Tehran’s decision to increase enrichment to the 20 per cent level coincides with Trump administration attempts to heighten tensions with Iran ahead of yesterday’s one year anniversary of the US assassination of Iranian Quds Force Commander Qassem Soleimani and nine others near Baghdad’s international airport. While promsing retribution “at the appropriate time,” Iran has refrained from mounting retaliatory attacks on US troops in Iraq and ordered pro-Iranian Iraqi Shia militias and Lebanon’s Hizbollah to hold their fire.

While the Pentagon has so far shown restraint, the erratic Trump remains commander-in-chief and cannot be trusted. Iran’s Foreign Minister Mohammad Javad Zarif has warned that Trump may mount an attack on Iran before leaving the White House. He may want to go out with a grand display of pyrotechnics or have the desperate illusion that starting a war might enable him to stay in office. Who knows?

Meanwhile, local firms have been producing goods that Iran had imported. According to Iran’s central bank governor the country’s economy grew 1.3 per cent between March and mid-September last year due to increases in local manufacturing. However, it is not clear whether this growth is an increase from the low level to which the economy has fallen over the past two years or from the level it reached before Trump reinstated and ramped up sanctions. Iran’s non-oil gross revenues have soared 83 per cent over recent years while the oil sector has shrunk due to sanctions which limit exports.
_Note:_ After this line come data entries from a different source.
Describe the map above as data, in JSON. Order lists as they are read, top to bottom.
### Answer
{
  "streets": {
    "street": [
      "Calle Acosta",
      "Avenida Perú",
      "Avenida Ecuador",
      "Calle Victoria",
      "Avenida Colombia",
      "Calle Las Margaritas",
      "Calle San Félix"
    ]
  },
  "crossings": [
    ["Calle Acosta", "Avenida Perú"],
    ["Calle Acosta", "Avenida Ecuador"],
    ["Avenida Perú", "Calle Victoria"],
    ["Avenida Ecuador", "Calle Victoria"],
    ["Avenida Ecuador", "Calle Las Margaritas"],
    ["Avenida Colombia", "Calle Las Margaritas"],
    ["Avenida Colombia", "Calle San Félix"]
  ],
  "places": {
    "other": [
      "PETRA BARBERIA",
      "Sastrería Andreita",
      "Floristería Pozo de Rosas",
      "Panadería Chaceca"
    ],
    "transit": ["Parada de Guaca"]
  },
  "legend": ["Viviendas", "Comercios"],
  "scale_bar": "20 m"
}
The Wall Street Journal reports that 1,000 small and medium-size companies are “driving the growth of Iranian manufacturing (and have) created or reinstated 17,000 jobs,” decreasing unemployment. Furthermore, The WSJ writes that recently “Iran has gotten better at evading US sanctions on its crude oil exports” by offering discounts to those prepared to get round them. Asian countries, including China, have been buying increasing amounts of Iranian crude.

If Biden does not move expeditiously European countries opposed to Trump’s sanctions — particularly Britain, France and Germany which are signatories of the nuclear deal — could seriously, at long last, challenge the sanctions regime. This does not mean, however, there will be a rush by European governments and firms to invest in Iran similar to the scenario after sanctions were lifted in January 2016. Iran will have to provide attractive opportunities for external investment. Iran’s clerics, government, and parliament have to cut bureaucratic red tape and regulations before there will be large-scale foreign investment in the deteriorating oil sector and other large manufacturing industries which have suffered greatly from sanctions. Iran will also have to deal with the monopolies established by wealthy charitable foundations (bonyads) controlled by the clerics and key industries in the portfolios of the military — both of which dominate the economy.